→ **EXERCISE INPUT**:

[Start of section]

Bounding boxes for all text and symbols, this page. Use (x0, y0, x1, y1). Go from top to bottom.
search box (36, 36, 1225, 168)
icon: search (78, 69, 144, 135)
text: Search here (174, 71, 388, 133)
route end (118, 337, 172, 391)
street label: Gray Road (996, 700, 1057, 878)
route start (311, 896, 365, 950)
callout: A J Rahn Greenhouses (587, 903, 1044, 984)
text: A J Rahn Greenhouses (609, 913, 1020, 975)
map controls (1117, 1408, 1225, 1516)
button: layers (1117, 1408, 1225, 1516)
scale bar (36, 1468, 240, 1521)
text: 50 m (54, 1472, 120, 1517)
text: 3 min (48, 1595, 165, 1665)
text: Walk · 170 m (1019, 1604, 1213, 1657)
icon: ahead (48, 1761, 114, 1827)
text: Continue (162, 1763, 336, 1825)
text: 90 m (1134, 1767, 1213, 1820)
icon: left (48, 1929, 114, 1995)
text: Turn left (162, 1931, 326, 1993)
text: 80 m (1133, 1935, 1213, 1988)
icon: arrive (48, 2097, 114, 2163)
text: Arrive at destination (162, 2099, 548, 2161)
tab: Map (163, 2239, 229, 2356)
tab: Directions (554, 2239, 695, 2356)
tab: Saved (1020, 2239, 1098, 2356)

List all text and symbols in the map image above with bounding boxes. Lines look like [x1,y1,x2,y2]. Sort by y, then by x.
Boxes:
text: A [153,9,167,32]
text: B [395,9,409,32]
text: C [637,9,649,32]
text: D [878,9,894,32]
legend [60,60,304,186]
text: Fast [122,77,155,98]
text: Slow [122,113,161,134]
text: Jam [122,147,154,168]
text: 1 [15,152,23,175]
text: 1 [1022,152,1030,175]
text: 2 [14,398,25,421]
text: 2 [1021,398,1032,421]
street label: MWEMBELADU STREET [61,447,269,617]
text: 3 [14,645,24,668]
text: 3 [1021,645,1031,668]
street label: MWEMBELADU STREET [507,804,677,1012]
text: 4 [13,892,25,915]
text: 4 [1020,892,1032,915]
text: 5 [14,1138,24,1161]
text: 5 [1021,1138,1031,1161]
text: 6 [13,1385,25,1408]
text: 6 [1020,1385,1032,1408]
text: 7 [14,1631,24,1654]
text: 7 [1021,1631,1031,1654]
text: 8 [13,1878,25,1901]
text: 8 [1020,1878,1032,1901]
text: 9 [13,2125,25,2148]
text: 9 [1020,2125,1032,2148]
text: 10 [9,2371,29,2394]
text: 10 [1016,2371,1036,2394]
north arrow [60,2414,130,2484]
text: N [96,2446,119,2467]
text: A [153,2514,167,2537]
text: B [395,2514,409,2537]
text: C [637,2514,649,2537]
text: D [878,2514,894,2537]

[End of section]

→ **EXERCISE DESCRIPTION**: All lines above that contain "street" are required in the answer.

→ **RESULT FOR THIS EXERCISE**:
street label: Gray Road (996, 700, 1057, 878)
street label: MWEMBELADU STREET [61,447,269,617]
street label: MWEMBELADU STREET [507,804,677,1012]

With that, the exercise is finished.